The UK in Horizon would make the programme a more enticing prospect for other big, non-EU countries, the representative from a large EU country confirmed. UK money would also be welcome, after a recently agreed budget allocation for Horizon Europe “that felt like a bit of a damp squib,” the diplomat added. In the latest and possibly decisive round of intensive budget talks this month, EU lawmakers agreed to give €85 billion to the seven-year programme — well shy of the €120 billion campaigners and MEPs pushed for. The European Parliament is expected to formally approve the budget deal before the end of the year.
Over on the UK side, there are also those who foresee a compromise. The recent departure of prime minister Boris Johnson’s chief adviser Dominic Cummings, “allows the government to be more flexible”, according to one analyst. With Cummings out of the picture, it leaves room for other science voices to push the argument for Horizon association. “There was a feeling that science policy was being led principally by Cummings’ whims, and that he felt a new DARPA-like agency would be an adequate replacement for EU funding,” the analyst said. A British version of the US Advanced Research Projects Agency has been floated for creation next year.
The concern is that time will simply run out to strike a deal. The transition period ends at midnight on December 31, and there is a lot of stuff to wade through before then, including a complex ratification period involving committees and the European Parliament. It could also require eventual ratification in EU national parliaments, depending on the contents of the deal.
The pessimistic view
Business and universities argue any deal is better than none, even if new post-Brexit costs and red tape are inevitable.
Few are fully reassured about where talks are headed. “Clearly it is not looking good,” said Kurt Deketelaere, secretary-general of the League of European Research Universities.

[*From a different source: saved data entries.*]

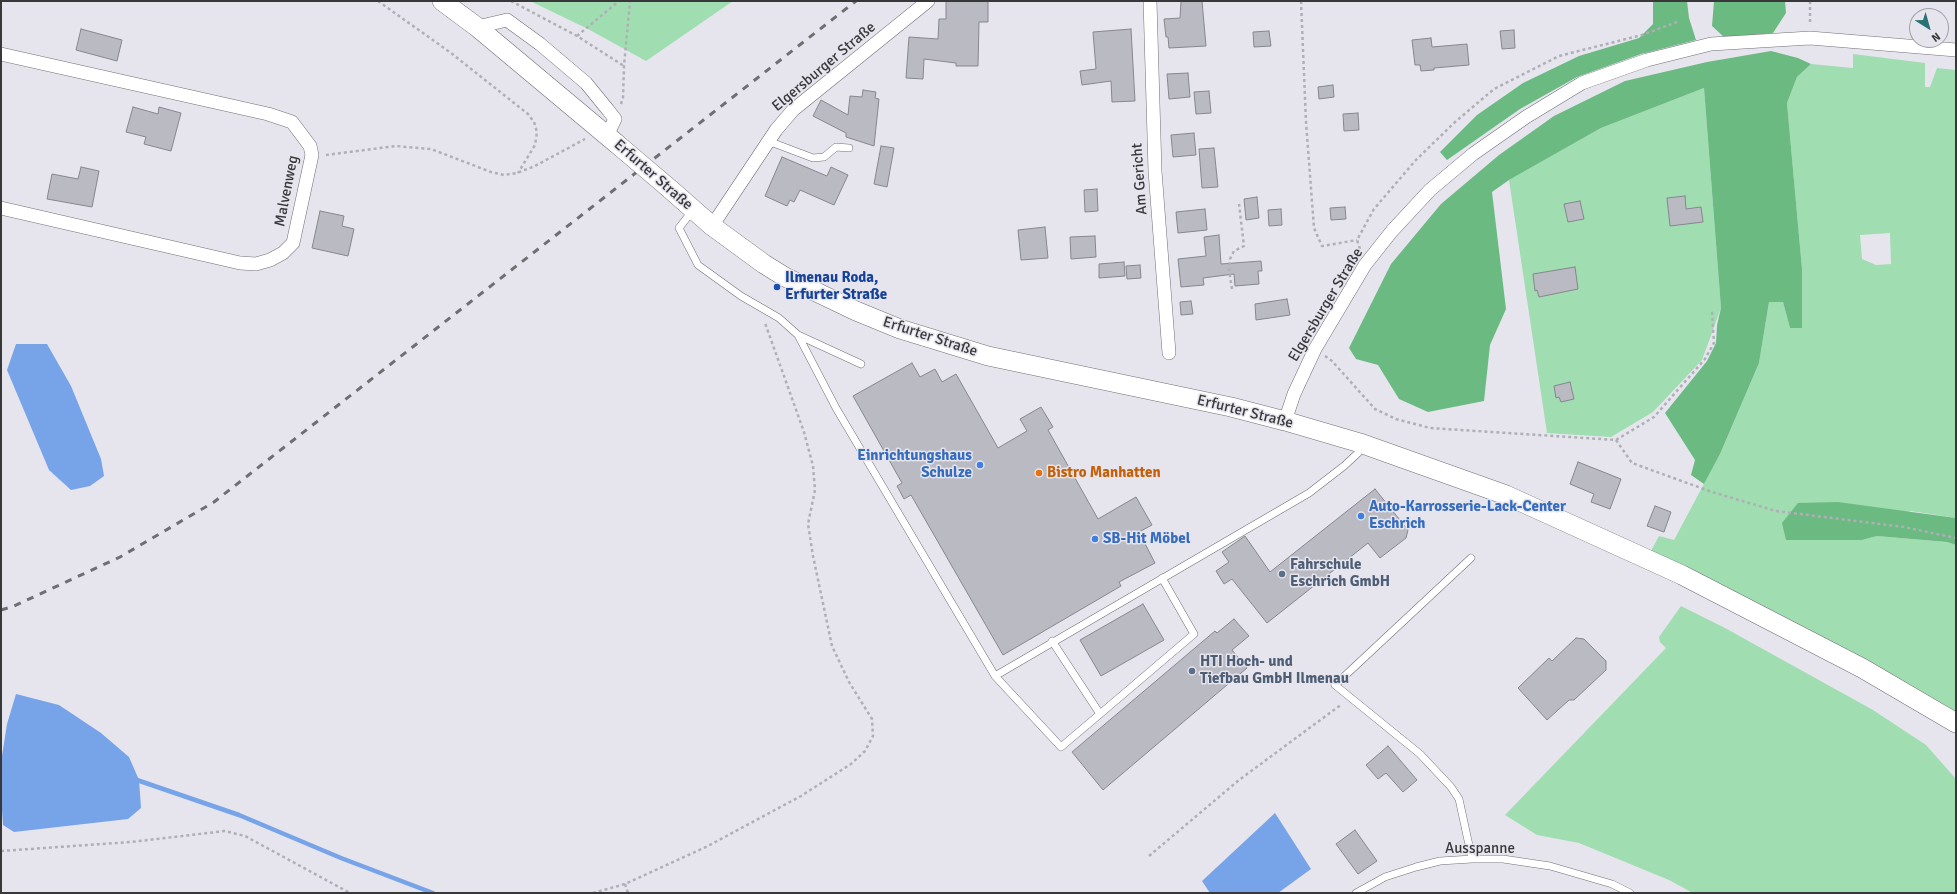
<!DOCTYPE html>
<meta charset="utf-8">
<style>
body{margin:0}
#map{position:relative;width:1957px;height:894px;overflow:hidden;background:#e6e5ee;font-family:Signika,sans-serif}
canvas{display:block}
.frame{position:absolute;inset:0;border:2px solid #38383b;pointer-events:none}
.north{position:absolute;left:1909px;top:8px;width:40px;height:40px;box-sizing:border-box;background:#e6e5ee;border:1px solid #a0a0a6;border-radius:50%;rotate:143deg;font-size:11px;font-weight:700;line-height:16px;text-align:center;color:#38383b}
.north::after{content:'';display:block;margin:auto;width:14px;height:18px;background:#297375;clip-path:polygon(50% 0,100% 100%,50% 72%,0 100%)}
</style>
<div id="map">
<canvas width="1957" height="894"></canvas>
<div class="frame"></div>
<div class="north">N</div>
</div>
<script>
const ctx = document.querySelector('canvas').getContext('2d');
ctx.lineJoin = 'round';
function fill(path, color) { ctx.fillStyle = color; ctx.fill(path, 'evenodd'); }
const shape = rows => new Path2D(rows.map(r => 'M' + r).join(''));
function strokePath(path, color, width, dash) { ctx.strokeStyle = color; ctx.lineWidth = width; ctx.lineCap = dash ? 'butt' : 'round'; ctx.setLineDash(dash || []); ctx.stroke(path); }
function label(font, color, halo, rows, align = 'center') {
  ctx.font = font + ' Signika,sans-serif'; ctx.lineWidth = 3; ctx.setLineDash([]); ctx.textBaseline = 'middle'; ctx.strokeStyle = halo; ctx.fillStyle = color; for (const [text, x, y, turn = 0] of rows) {
    ctx.save(); ctx.translate(x, y); ctx.rotate((+turn || 0) * Math.PI / 180); ctx.textAlign = isNaN(turn) ? turn : align; if (halo) ctx.strokeText(text, 0, 0); ctx.fillText(text, 0, 0); ctx.restore();
  }
}
fill(shape([
 [530,1,733,1,646,61,588,29],
 [1853,54,1925,63,1925,87,1930,87,1937,68,1956,70,1956,518,1911,511,1786,540,1862,540,1877,536,1947,542,1956,545,1956,714,1651,551,1659,536,1674,540,1720,454,1759,363,1769,302,1783,302,1790,328,1802,269,1787,103,1797,77,1811,64,1853,68],
 [1890,233,1891,264,1876,265,1862,259,1860,235],
 [1704,88,1721,308,1702,360,1653,412,1611,437,1547,433,1509,180,1601,128],
 [1681,606,1725,628,1873,710,1926,745,1956,779,1956,893,1693,893,1669,880,1579,843,1537,835,1505,815,1666,648,1660,642,1659,637]
]), '#a0ddb1');
fill(shape([
 [1653,1,1687,1,1689,18,1696,40,1641,54,1577,77,1520,109,1447,160,1440,152,1477,115,1523,83,1579,56,1639,38,1653,24],
 [1714,1,1785,1,1786,13,1773,33,1725,38,1712,26],
 [1771,51,1798,58,1811,64,1797,77,1787,103,1802,269,1802,328,1790,328,1783,302,1769,302,1759,363,1720,454,1704,484,1691,475,1695,460,1665,413,1707,361,1716,343,1717,325,1721,308,1704,88,1601,128,1509,180,1492,192,1506,309,1490,345,1484,401,1428,412,1399,399,1378,365,1356,359,1349,348,1391,264,1441,204,1499,155,1554,116,1625,81,1707,62],
 [1838,502,1956,518,1956,545,1947,542,1877,536,1862,540,1786,540,1782,523,1798,503]
]), '#6aba82');
fill(shape([
 [16,344,47,344,71,386,101,459,104,476,90,486,71,490,49,470,7,370],
 [16,694,59,705,101,733,129,757,139,780,141,808,128,819,14,832,3,825,1,795,2,756,7,724],
 [1275,813,1311,869,1278,893,1210,893,1202,881]
]), '#77a3e8');
strokePath(shape([
 [134,779,239,815,341,858,433,893]
]), '#77a3e8', 4.5);
const building = shape([
 [946,1,988,1,988,22,979,22,978,66,956,66,956,63,924,59,923,79,906,78,909,37,938,39,939,19,946,19,946,1],
 [1181,1,1202,1,1206,46,1169,48,1168,37,1166,37,1164,19,1180,18,1181,1],
 [81,29,122,40,117,61,76,50,81,29],
 [1131,29,1135,101,1112,102,1111,81,1082,85,1080,71,1096,69,1093,32,1131,29],
 [1514,30,1515,48,1502,49,1500,31,1514,30],
 [1269,31,1271,46,1254,47,1253,32,1269,31],
 [1431,38,1432,47,1467,44,1469,65,1434,68,1434,70,1421,71,1420,65,1415,65,1412,40,1431,38],
 [1188,73,1190,97,1169,99,1167,74,1188,73],
 [1333,85,1334,97,1319,99,1318,87,1333,85],
 [863,90,876,92,875,98,879,99,874,146,846,137,846,133,813,116,821,100,848,115,850,96,862,97,863,90],
 [1209,91,1211,113,1196,114,1194,92,1209,91],
 [133,107,158,114,159,107,181,113,171,151,144,144,146,137,126,132,133,107],
 [1358,113,1359,130,1344,131,1343,114,1358,113],
 [1194,133,1196,155,1173,157,1171,135,1194,133],
 [881,146,894,148,887,187,874,184,881,146],
 [1214,148,1218,187,1202,188,1199,149,1214,148],
 [782,157,827,176,831,167,848,175,834,205,800,190,794,202,790,200,787,206,765,196,782,157],
 [81,167,99,171,92,207,47,199,52,174,78,179,81,167],
 [1097,189,1098,211,1085,212,1084,190,1097,189],
 [1685,196,1686,209,1701,207,1703,222,1670,226,1667,198,1685,196],
 [1257,197,1259,218,1246,220,1244,199,1257,197],
 [1580,201,1584,219,1568,222,1564,204,1580,201],
 [1345,207,1346,219,1331,220,1330,208,1345,207],
 [1205,209,1207,230,1178,233,1176,212,1205,209],
 [1281,209,1282,225,1269,226,1268,210,1281,209],
 [320,211,344,216,342,226,354,229,348,256,312,248,320,211],
 [1045,227,1048,258,1021,260,1018,230,1045,227],
 [1219,235,1221,264,1261,261,1262,271,1258,271,1259,284,1235,286,1234,274,1203,278,1204,285,1181,287,1178,259,1206,256,1204,237,1219,235],
 [1095,236,1096,257,1071,259,1070,237,1095,236],
 [1124,262,1125,276,1099,278,1099,264,1124,262],
 [1140,265,1141,278,1127,279,1126,266,1140,265],
 [1575,267,1578,289,1539,297,1537,290,1535,291,1533,274,1575,267],
 [1287,299,1290,315,1256,320,1255,304,1287,299],
 [1191,301,1193,314,1181,315,1180,302,1191,301],
 [912,363,920,377,935,369,942,382,956,374,998,448,1027,431,1020,419,1041,407,1053,427,1048,430,1098,519,1136,497,1152,525,1139,532,1155,563,1119,582,1121,586,1003,655,911,495,904,499,897,486,902,483,853,396,912,363],
 [1570,382,1574,399,1561,402,1559,397,1556,398,1554,386,1570,382],
 [1578,462,1621,479,1610,509,1591,502,1594,494,1570,484,1578,462],
 [1375,489,1408,530,1406,538,1380,558,1368,543,1267,623,1232,579,1224,584,1216,571,1229,562,1222,552,1245,536,1270,572,1375,489],
 [1655,506,1671,512,1664,532,1647,526,1655,506],
 [1143,604,1164,640,1101,676,1080,640,1143,604],
 [1234,619,1249,636,1232,650,1247,668,1103,790,1072,752,1215,631,1217,633,1234,619],
 [1576,638,1584,639,1606,661,1606,670,1574,700,1569,700,1547,720,1518,688,1549,658,1552,661,1576,638],
 [1388,746,1417,780,1403,792,1386,773,1378,779,1366,765,1388,746],
 [1355,830,1377,861,1358,874,1336,844,1355,830]
]);
fill(building, '#babac2');
strokePath(building, '#87868e', 1);
const lane = shape([
 [768,141,813,158,824,157,836,147,849,148],
 [693,210,679,228,698,265,741,296,779,318,798,335,836,408,995,676,1309,493,1344,466,1358,453,1360,443],
 [798,335,861,364],
 [1471,558,1335,685,1420,754,1451,787,1459,799,1472,859],
 [995,676,1061,747,1100,714,1052,641],
 [1100,714,1194,634,1162,578],
 [1356,893,1385,877,1416,867,1440,861,1472,859,1503,859,1550,866,1612,884,1630,893]
]);
const street = shape([
 [1150,1,1155,171,1169,353],
 [477,27,507,20,540,44,586,83,608,110,615,119,607,136],
 [1,54,268,114,292,122,310,146,312,155,293,243,283,253,270,260,256,264,240,263,1,208],
 [712,226,776,130,793,110,928,1],
 [1285,421,1294,394,1315,349,1365,265,1392,231,1430,190,1473,154,1526,117,1582,83,1647,60,1711,44,1810,38,1956,50]
]);
const secondary = shape([
 [442,1,477,27,617,144],
 [670,189,712,226,764,264,785,277,856,311,900,329,988,356,1231,407,1285,421,1360,443,1506,495,1682,575,1862,668,1956,723]
]);
strokePath(lane, '#706f77', 8);
strokePath(street, '#706f77', 14);
strokePath(secondary, '#706f77', 20);
strokePath(shape([
 [378,1,451,53,528,114,534,122,537,132,535,145,518,173],
 [511,1,577,36,624,66],
 [1301,1,1306,122,1314,228,1322,246,1357,240],
 [1810,1,1810,24],
 [577,36,619,1],
 [621,104,623,98,624,66,630,1],
 [326,155,396,146,431,149,491,172,504,175,517,173,535,166,585,139],
 [1360,249,1357,240,1374,209,1415,161,1455,122,1494,89,1559,56,1642,35,1677,22],
 [1232,289,1229,270,1230,259,1234,251,1244,246,1239,204],
 [1325,356,1332,361,1375,409,1396,419,1430,428,1616,440,1654,417,1705,359,1714,343,1712,311],
 [1616,440,1632,463,1712,492,1776,511,1904,527,1956,538],
 [1,851,131,842,225,831,245,836,350,893],
 [1149,856,1239,780,1342,704],
 [625,884,628,893],
 [593,893,625,884,706,847,801,796,851,764,865,751,873,736,872,719,849,682,832,646,813,556,808,524,815,490,813,466,804,432,765,323]
]), '#afafb6', 2.5, [3, 3]);
strokePath(lane, '#fff', 7);
strokePath(street, '#fff', 13);
strokePath(secondary, '#fff', 19);
strokePath(shape([
 [1,610,14,606,120,557,214,502,856,1]
]), '#6e6e73', 3, [7, 7]);
const secondaryBridge = shape([
 [617,144,670,189]
]);
strokePath(secondaryBridge, '#706f77', 20, []);
strokePath(secondaryBridge, '#fff', 19);
for (const [x, y, r, color] of [
 [777,287,4,"#1a4fb4"],
 [980,465,4,"#3f7fe0"],
 [1039,473,4,"#e8710a"],
 [1361,516,4,"#3f7fe0"],
 [1095,539,4,"#3f7fe0"],
 [1282,574,4,"#5c6f8a"],
 [1192,671,4,"#5c6f8a"]
]) { const dot = new Path2D(); dot.arc(x, y, r, 0, 2 * Math.PI); ctx.fillStyle = color; ctx.fill(dot); strokePath(dot, '#e6e5ee', 1.5); }
label('15px', '#38383b', '#e6e5ee', [
 ["Elgersburger Straße",824,67,-40],
 ["Erfurter Straße",653,175,41],
 ["Am Gericht",1140,179,-94],
 ["Malvenweg",287,191,-79],
 ["Elgersburger Straße",1326,305,-59],
 ["Erfurter Straße",930,337,18],
 ["Erfurter Straße",1245,412,14],
 ["Ausspanne",1480,849]
]);
label('bold 15px', '#164399', '#e6e5ee', [
 ["Ilmenau Roda,",785,278],
 ["Erfurter Straße",785,295]
], 'left');
label('bold 15px', '#366cbe', '#e6e5ee', [
 ["Einrichtungshaus",972,456,"right"],
 ["Schulze",972,473,"right"],
 ["Auto-Karrosserie-Lack-Center",1369,507],
 ["Eschrich",1369,524],
 ["SB-Hit Möbel",1103,539]
], 'left');
label('bold 15px', '#c56008', '#e6e5ee', [
 ["Bistro Manhatten",1047,473]
], 'left');
label('bold 15px', '#4e5e75', '#e6e5ee', [
 ["Fahrschule",1290,565],
 ["Eschrich GmbH",1290,582],
 ["HTI Hoch- und",1200,662],
 ["Tiefbau GmbH Ilmenau",1200,679]
], 'left');
</script>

Deketelaere says that absent an agreement with the EU, the UK has a long route towards formalising a new research relationship with Brussels. “The UK will first have to negotiate an umbrella agreement with the EU regarding those programmes it would like to participate in.” Switzerland is presently in the same situation and expects to need some two years to negotiate this and get it through its parliament.

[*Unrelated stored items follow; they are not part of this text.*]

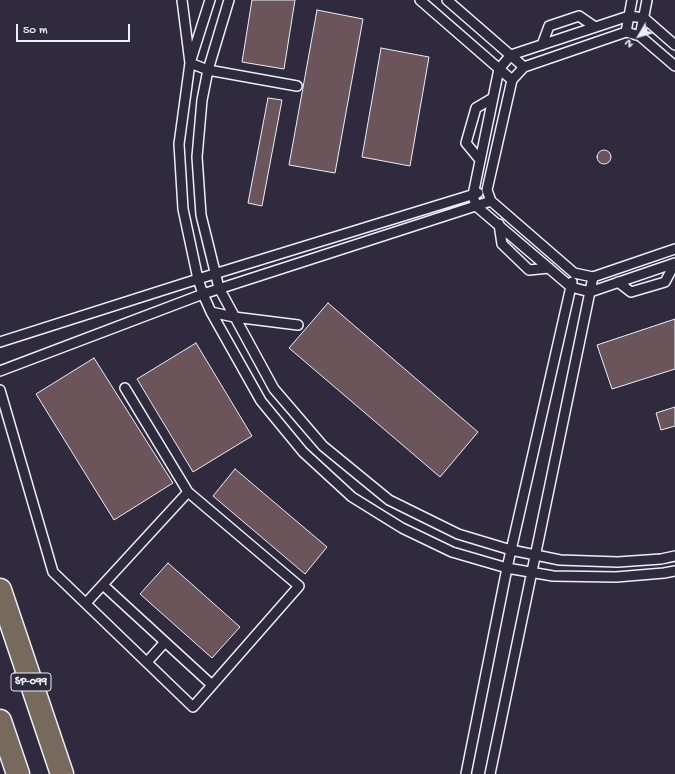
<!DOCTYPE html>
<style>
body{margin:0}
#map{position:relative;width:675px;height:774px;overflow:hidden;background:#2f2a3d;font-family:"Gochi Hand",sans-serif}
canvas{display:block}
.north{position:absolute;left:619px;top:16px;width:40px;height:40px;-webkit-text-stroke:3px #2f2a3d;paint-order:stroke;rotate:232deg;font-size:11px;font-weight:700;line-height:16px;text-align:center;color:#e8f1f8}
.north::after{content:'';display:block;margin:auto;width:14px;height:18px;background:#e8f1f8;clip-path:polygon(50% 0,100% 100%,50% 72%,0 100%)}
.scale{position:absolute;left:16px;top:24px;width:114px;height:18px;box-sizing:border-box;border:2px solid #e8f1f8;border-top:0;padding-left:5px;font-size:12px;line-height:14px;white-space:nowrap;color:#e8f1f8;-webkit-text-stroke:3px #2f2a3d;paint-order:stroke}
</style>
<div id="map">
<canvas width="675" height="774"></canvas>
<div class="north">N</div>
<div class="scale">50 m</div>
</div>
<script>
const g = document.querySelector('canvas').getContext('2d');
g.lineJoin = 'round';
function fillPath(path, color) { g.fillStyle = color; g.fill(path, 'evenodd'); }
const toPath = rows => new Path2D(rows.map(r => 'M' + r).join(''));
function trace(path, color, width, dash) { g.strokeStyle = color; g.lineWidth = width; g.lineCap = dash ? 'butt' : 'round'; g.setLineDash(dash || []); g.stroke(path); }
function label(font, color, halo, rows, align = 'center') {
  g.font = font + ' "Gochi Hand",sans-serif'; g.lineWidth = 3; g.setLineDash([]); g.textBaseline = 'middle'; g.strokeStyle = halo; g.fillStyle = color; for (const [text, x, y, turn = 0] of rows) {
    g.save(); g.translate(x, y); g.rotate((+turn || 0) * Math.PI / 180); g.textAlign = isNaN(turn) ? turn : align; if (halo) g.strokeText(text, 0, 0); g.fillText(text, 0, 0); g.restore();
  }
}
const building = toPath([
 [252,0,295,0,284,69,242,62,252,0],
 [317,10,363,19,335,173,289,165,317,10],
 [381,48,429,57,410,166,362,157,381,48],
 [268,98,282,100,262,206,248,203,268,98],
 '597 157a7 7 0 1 1 14 0a7 7 0 1 1-14 0Z',
 [328,303,478,432,440,477,289,348,328,303],
 [675,319,675,369,612,389,597,345,675,319],
 [196,343,252,436,193,472,137,379,196,343],
 [94,358,173,483,114,520,36,394,94,358],
 [675,407,675,426,661,430,656,413,675,407],
 [235,469,327,547,305,574,213,496,235,469],
 [168,563,240,627,212,658,140,594,168,563]
]);
const lane = toPath([
 [182,0,190,63,208,70,297,86],
 [210,0,190,63,179,144,183,209,198,279,203,294,211,312,261,401,303,452,352,497,402,528,452,552,507,568,553,576,616,577,664,573,675,571],
 [229,0,208,70,202,100,197,157,201,215,219,288,274,389,323,446,389,500,458,534,511,550,560,560,618,562,661,559,675,556],
 [420,0,512,80],
 [447,0,524,67],
 [626,32,632,0],
 [640,36,647,0],
 [542,45,549,26,579,16,595,27],
 [675,45,644,18,629,16,511,55,499,69,473,195,476,206,571,287,590,292,675,263],
 [675,66,640,36,626,32,524,67,512,80,487,190,491,201,574,273,593,277,675,249],
 [480,160,466,143,476,108,493,98],
 [499,224,502,244,529,270,549,268],
 [618,282,631,292,665,282,675,263],
 [211,312,234,317,298,325],
 [0,342,198,279,478,193],
 [0,371,203,294,491,201],
 [0,390,53,572,193,707,299,586,188,492,125,388],
 [103,585,212,685],
 [86,603,188,492],
 [147,662,165,642],
 [466,774,507,568,572,282],
 [490,774,593,277]
]);
const highway = toPath([
 [0,590,62,774],
 [0,721,18,774]
]);
const shields = [
 [31,682,40]
];
const shieldNames = [
 ["SP-099",31,682]
];
fillPath(building, '#6b555b');
trace(building, '#e8f1f8', 1);
trace(lane, '#e8f1f8', 12);
trace(highway, '#e8f1f8', 25);
trace(lane, '#2f2a3d', 9);
trace(highway, '#77695c', 22);
for (const [x, y, w] of shields) { const box = new Path2D(); box.roundRect(x - w / 2, y - 9, w, 18, 3); g.fillStyle = '#2f2a3d'; g.fill(box); trace(box, '#e8f1f8', 1); }
label('bold 11px', '#e8f1f8', null, shieldNames);
</script>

“Only after approval of this umbrella agreement [can] the specific association agreements be negotiated and approved. We will be halfway through Horizon Europe by that time,” he said.
Discussions around a new “Discovery Fund”, which would offer grants over long periods to early-, mid- and late-career researchers, is evidence that the UK is lining up alternative research funding options, Deketelaere says. On Wednesday Johnson’s government will present a clearer window into its research plans, when it outlines the day-to-day spending by government departments in 2021/2022 in the annual spending review.
“It’s pessimistic indeed and universities in the UK and the EU would regret this very much,” Deketelaere said, on the prospect of no-deal.
However, if the UK government was ever seriously thinking of walking away from the negotiating table, then Joe Biden’s win in the US election will have caused UK officials “to re-examine the wisdom of this,” said the EU diplomat.
In his call with Johnson earlier this month, Biden twice reminded the prime minister that Brexit must not harm the Northern Ireland peace process. “Biden could very easily hold them over a barrel,” the diplomat said.